Charlotte Wells’ seemingly light-hearted holiday film poignantly deals with the topics of maturing and a bound-to-crumble father-daughter relationship.

Aftersun film

Charlotte Wells’ debut feature film lets us peer into a family’s past before the present-day reality unmasks itself.

Familiar, but in a way that is far behind us, Aftersun opens with camcorder footage of just-turned eleven-year-old Sophie (Frankie Corio) on a resort holiday in Turkey with her dad, Calum (Paul Mescal). This seemingly happy opening slowly dissolves in front of us as clips start to cut together unsettlingly. I saw Aftersun at the Seville European Film Festival and was amazed at how poignantly a seemingly light-hearted holiday film could deal with the topics of maturing and a bound-to-crumble parental relationship, as seen through the lens of memories.

Calum is a young, divorced father. From what we can gather, he and Sophie don’t see each other very often. He clearly has troubles of his own, never revealed, yet he truly loves his daughter and is willing to do whatever it takes to make her happy. Corio perfectly presents Sophie’s effervescent energy, which greatly contrasts with the sombre guilt that looms over Calum, who Mescal plays with wonderful conviction by showing us mere glimpses of the issues he faces.

The film cuts from the past to fragmented shots of present-day Sophie (Celia Rowlson-Hall) and Calum to portray their current disjointed relationship.
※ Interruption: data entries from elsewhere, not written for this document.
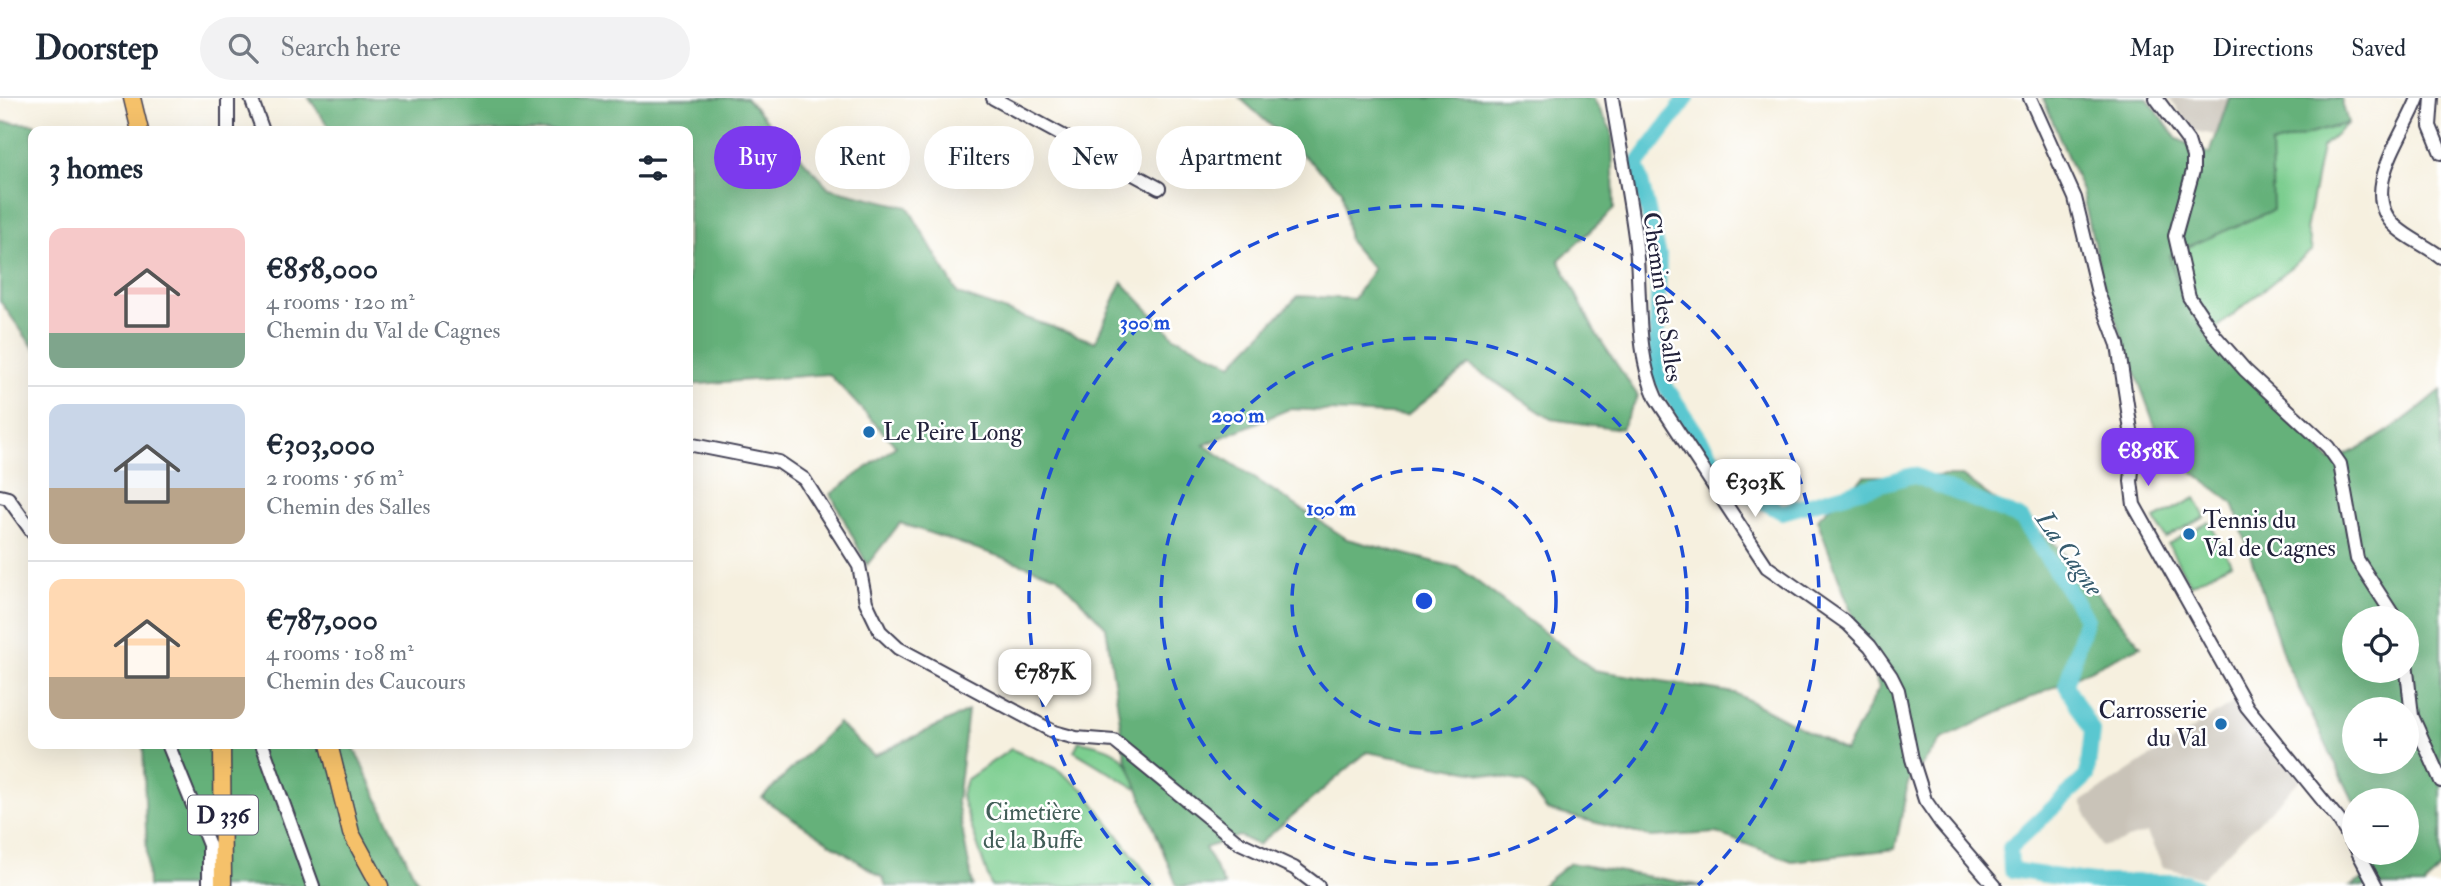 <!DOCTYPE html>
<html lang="en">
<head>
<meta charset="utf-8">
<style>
  body { margin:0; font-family:"IM FELL Double Pica",serif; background:#f2f2f3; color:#1f2937; height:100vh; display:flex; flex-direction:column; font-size:26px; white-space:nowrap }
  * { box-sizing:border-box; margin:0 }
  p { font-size:23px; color:#747a83 }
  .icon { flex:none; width:38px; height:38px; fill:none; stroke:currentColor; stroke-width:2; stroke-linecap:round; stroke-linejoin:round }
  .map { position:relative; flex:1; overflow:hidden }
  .side { position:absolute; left:28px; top:28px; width:665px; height:623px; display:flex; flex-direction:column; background:#fff; border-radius:14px; box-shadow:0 7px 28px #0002 }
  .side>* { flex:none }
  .guide { position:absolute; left:714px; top:28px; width:665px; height:63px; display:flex; gap:14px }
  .buttons { position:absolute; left:2342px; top:508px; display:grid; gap:14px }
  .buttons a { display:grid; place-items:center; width:77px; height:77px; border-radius:50%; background:#fff; box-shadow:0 7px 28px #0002; font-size:35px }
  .price { position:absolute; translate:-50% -60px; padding:0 16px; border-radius:14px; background:#fff; color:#222; font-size:23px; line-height:46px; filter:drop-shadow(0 2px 4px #0008) }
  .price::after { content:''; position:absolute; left:50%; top:42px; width:21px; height:16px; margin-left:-10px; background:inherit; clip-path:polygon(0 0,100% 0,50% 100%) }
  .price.active { background:#7c3aed; color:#fff }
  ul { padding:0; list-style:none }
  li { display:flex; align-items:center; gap:21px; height:175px; padding:0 21px }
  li+li { border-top:2px solid #e0e1e3 }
  li span { display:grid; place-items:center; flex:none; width:196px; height:140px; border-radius:14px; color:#555 }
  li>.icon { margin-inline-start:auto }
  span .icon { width:84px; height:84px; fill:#fffc; stroke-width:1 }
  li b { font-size:30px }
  h2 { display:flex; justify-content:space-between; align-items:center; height:84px; padding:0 21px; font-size:30px }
  .tag { padding:0 24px; border-radius:32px; background:#fff; box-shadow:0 7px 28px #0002; font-size:24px; line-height:63px }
  .tag.active { background:#7c3aed; color:#fff }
  header { display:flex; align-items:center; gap:42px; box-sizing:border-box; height:98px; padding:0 35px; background:#fff; border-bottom:2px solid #e0e1e3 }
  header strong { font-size:33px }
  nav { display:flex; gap:38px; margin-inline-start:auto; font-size:24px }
  .search { width:490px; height:63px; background:#f2f2f3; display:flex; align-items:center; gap:18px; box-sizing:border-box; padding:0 24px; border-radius:38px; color:#747a83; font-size:26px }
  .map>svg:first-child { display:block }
</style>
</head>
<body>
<header>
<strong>Doorstep</strong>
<div class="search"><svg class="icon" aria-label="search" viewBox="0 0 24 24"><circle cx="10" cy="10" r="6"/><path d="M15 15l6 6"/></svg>Search here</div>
<nav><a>Map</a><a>Directions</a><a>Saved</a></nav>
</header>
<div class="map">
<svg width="2441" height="788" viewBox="0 0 2441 788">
  <rect width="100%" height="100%" fill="#fff"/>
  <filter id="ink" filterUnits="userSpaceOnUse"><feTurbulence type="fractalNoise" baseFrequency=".0143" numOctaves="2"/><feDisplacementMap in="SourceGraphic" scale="14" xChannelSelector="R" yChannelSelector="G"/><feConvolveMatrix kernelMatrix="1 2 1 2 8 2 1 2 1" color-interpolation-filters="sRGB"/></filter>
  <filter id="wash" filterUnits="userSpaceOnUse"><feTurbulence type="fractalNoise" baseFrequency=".00686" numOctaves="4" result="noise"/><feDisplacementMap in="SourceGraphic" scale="28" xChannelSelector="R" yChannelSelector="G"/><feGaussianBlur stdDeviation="1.57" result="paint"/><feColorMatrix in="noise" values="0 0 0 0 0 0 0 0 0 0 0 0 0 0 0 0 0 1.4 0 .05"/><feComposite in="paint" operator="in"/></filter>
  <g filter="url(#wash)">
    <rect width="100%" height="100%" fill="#f6f0df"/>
    <path fill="#c9c3b8" d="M 2169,0 L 2229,0 L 2216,37 L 2194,33 Z
      M 2237,602 L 2300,682 L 2203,779 L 2163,769 L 2147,735 L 2102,749 L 2081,704 Z"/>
    <path fill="#7cce8f" stroke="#4f7865" stroke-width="2" d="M 2348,25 L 2322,49 L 2306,132 L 2312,152 L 2207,238 L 2182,198 L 2169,157 L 2272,112 L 2270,47 Z
      M 2195,400 L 2205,419 L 2165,440 L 2155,421 Z
      M 2209,424 L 2231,465 L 2190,487 L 2168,446 Z
      M 1079,643 C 1118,651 1121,654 1141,688 L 1135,690 L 1074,653 Z
      M 1011,651 L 1056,670 L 1084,692 L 1156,788 L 991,788 L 961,697 L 966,682 Z"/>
    <path fill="#65b17a" stroke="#446a5a" stroke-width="2" fill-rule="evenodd" d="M 309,0 L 746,0 L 829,90 L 908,109 L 958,196 L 1095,244 L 1122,184 L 1174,239 L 1232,266 L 1298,198 L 1354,201 L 1373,171 L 1349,143 L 1342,92 L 1240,0 L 1593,0 L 1612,33 L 1614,111 L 1559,162 L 1595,234 L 1638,298 L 1621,331 L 1551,321 L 1469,267 L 1407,317 L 1289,311 L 1204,347 L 1347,441 L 1459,470 L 1594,572 L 1735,595 L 1845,653 L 1879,590 L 1817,421 L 1865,378 L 1962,378 L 2056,447 L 2141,548 L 1942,641 L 1908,685 L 1895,751 L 1792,763 L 1716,735 L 1651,739 L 1547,712 L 1525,684 L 1367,654 L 1258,747 L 1239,738 L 1205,750 L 1225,788 L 1177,788 L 1125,658 L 1106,529 L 1057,478 L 900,425 L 867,467 L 831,396 L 896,348 L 829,276 L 688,287 L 688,33 L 332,33 Z
      M 2043,0 L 2147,0 L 2177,41 L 2210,56 L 2229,0 L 2341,0 L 2348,25 L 2271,47 L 2273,112 L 2169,157 L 2182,198 L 2207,238 L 2331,363 C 2373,347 2407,321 2441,292 L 2441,770 L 2424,788 L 2351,788 L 2365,780 L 2368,754 L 2406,754 L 2406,702 L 2354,704 L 2285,562 L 2233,405 L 2164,352 L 2104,190 L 2082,93 ZM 2354,520 L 2406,520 L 2406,572 L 2354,572 ZM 2354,611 L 2406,611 L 2406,663 L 2354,663 Z
      M 0,24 L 34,26 L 39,33 L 33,33 L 33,249 L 0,203 Z
      M 968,613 L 957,704 L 973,788 L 886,788 L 883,780 L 762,700 L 838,625 L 874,658 Z
      M 143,646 L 357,646 L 354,650 L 419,788 L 148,788 Z
      M 1570,765 L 1703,788 L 1541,788 Z"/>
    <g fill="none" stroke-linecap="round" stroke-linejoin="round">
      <path stroke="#5ac7d0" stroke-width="16" d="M 1687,0 L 1637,67 L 1659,158 L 1656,274 L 1729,385 L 1782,414 L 1913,377 L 2022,421 L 2086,520 L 2066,587 L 2092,633 L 2087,678 L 2010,750 L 2011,772 L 2093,784 L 2185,784 L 2195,788"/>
    </g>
  </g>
  <g filter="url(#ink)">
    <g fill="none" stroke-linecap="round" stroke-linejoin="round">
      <defs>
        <path id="minor" d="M 228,0 L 228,33
          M 251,0 L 263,33
          M 993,0 L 1159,90
          M 1612,0 C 1619,46 1629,93 1635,139 C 1642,192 1634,252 1656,300 L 1767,469 L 1848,526 L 1870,548 L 1891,578 L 1898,592 L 1912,661 L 1925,702 L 1941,725 L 1995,788
          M 2030,0 L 2075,100 L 2098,195 L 2118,247 L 2134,352 L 2131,383 L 2134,407 L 2247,609 L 2338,721 L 2354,747
          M 2156,0 L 2188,43 L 2193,59 L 2193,73 L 2175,138 L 2189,199 L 2216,239 L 2245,272 L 2328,349 L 2340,366 L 2357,461 L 2395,520
          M 2418,0 C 2405,36 2357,95 2396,129 C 2409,141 2427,148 2441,159
          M 2432,0 L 2430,28 L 2441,55
          M 688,346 L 779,364 L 804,381 L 859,468 L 866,504 L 880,533 L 898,550 L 1054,634 L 1076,640 L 1114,643 L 1238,744 L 1294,770 L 1318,788
          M 0,398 L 8,400 L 33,435
          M 2406,564 L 2412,618 L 2441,683
          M 168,646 L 209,747 L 209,788
          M 262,646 L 313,788
          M 2358,754 L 2376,788"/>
        <path id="major" d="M 132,0 L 140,33
          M 222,646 L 223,788
          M 329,646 L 351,735 L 380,788"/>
      </defs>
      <use href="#minor" stroke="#424154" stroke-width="16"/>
      <use href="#major" stroke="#424154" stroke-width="19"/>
      <use href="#minor" stroke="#fff" stroke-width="12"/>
      <use href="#major" stroke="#f5c16b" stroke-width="16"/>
    </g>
  </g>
  <g fill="none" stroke="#1d4ed8" stroke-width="3.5" stroke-dasharray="12 9">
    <circle cx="1424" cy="503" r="132"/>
    <circle cx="1424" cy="503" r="263"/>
    <path d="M1150 787A395 395 0 1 1 1698 787"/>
  </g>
  <g fill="#1f6fb2" stroke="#fff" stroke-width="2.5">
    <circle cx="869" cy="334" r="7"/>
    <circle cx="2189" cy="436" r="7"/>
    <circle cx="2221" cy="626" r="7"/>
  </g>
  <g text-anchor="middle" stroke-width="5" stroke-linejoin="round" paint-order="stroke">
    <rect fill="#fff" stroke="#646476" stroke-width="2" x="188" y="697.5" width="70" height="39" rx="5"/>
    <g font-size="23" font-weight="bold" fill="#22223b">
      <text x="223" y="725">D 336</text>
    </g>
    <g font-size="24" fill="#22223b" stroke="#fff">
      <text transform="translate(1663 199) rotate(82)" y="8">Chemin des Salles</text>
    </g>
    <g font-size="24" fill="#22223b" stroke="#fff" text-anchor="start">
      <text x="883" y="342">Le Peire Long</text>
      <text x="2203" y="430">Tennis du<tspan x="2203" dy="28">Val de Cagnes</tspan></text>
      <text x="2207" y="620" text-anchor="end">Carrosserie<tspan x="2207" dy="28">du Val</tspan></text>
    </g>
    <g font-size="24" fill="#425e58" stroke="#fff">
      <text x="1033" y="722">Cimetière<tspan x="1033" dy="28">de la Buffe</tspan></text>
    </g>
    <g font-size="26" font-style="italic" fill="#365c6f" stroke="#fff">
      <text transform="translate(2070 455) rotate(55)" y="9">La Cagne</text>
    </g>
  </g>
  <circle cx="1424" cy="503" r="10" fill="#1d4ed8" stroke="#fff" stroke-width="3.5"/>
  <g font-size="21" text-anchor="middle" font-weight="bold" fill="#1d4ed8" stroke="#fff" stroke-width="5" stroke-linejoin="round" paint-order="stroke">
    <text x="1145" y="231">300 m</text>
    <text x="1238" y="324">200 m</text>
    <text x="1331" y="417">100 m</text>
  </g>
</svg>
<div class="buttons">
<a><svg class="icon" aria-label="locate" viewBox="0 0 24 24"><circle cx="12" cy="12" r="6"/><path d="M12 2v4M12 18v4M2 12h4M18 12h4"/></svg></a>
<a>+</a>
<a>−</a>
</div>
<b class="price active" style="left:2148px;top:390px">€858K</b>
<b class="price" style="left:1755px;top:421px">€303K</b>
<b class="price" style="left:1045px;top:611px">€787K</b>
<div class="guide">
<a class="tag active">Buy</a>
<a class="tag">Rent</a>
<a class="tag">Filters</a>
<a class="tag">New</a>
<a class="tag">Apartment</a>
</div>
<section class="side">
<h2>3 homes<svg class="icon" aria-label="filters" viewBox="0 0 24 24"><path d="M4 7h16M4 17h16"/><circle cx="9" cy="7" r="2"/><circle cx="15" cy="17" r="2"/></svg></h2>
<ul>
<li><span style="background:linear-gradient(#f6c9c9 75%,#7fa58c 0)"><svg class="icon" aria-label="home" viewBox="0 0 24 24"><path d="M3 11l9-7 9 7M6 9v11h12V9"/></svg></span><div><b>€858,000</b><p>4 rooms · 120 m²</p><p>Chemin du Val de Cagnes</p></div></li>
<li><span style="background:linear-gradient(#c9d6e8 60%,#b9a48a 0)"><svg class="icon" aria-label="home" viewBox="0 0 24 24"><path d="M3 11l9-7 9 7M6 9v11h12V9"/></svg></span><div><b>€303,000</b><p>2 rooms · 56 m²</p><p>Chemin des Salles</p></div></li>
<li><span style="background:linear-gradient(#ffd9b3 70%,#b9a48a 0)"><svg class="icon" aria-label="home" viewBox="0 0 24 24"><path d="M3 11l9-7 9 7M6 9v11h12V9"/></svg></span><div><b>€787,000</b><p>4 rooms · 108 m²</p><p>Chemin des Caucours</p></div></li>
</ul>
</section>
</div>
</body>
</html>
They're surrounded by an overwhelming number of people amongst flashing lights, an unclear setting until the ending reveals the meaning of this in a welcomingly abstract way that shatters the viewer.

We witness a sense of growth, both within the individual characters as well as their relationship as a whole, following one night on which Calum leaves Sophie to her own devices whilst he goes out to drink, beginning to spiral as Sophie independently explores the resort. The holiday comes to a close with a father-daughter dance scene, perhaps the last moment of true connection they’ll ever have, as the lyrics “This is our last dance” from Queen’s 'Under Pressure' echo above it, and we are thrown back into the vortex of the fractured present day. We know the relationship we have just watched blossom will disappear in front of our eyes, leaving us feeling empty.

In Aftersun Charlotte Wells has created a gorgeous depiction of the happiest memories we could have of our childhood – before we are ruined by our own adulthood.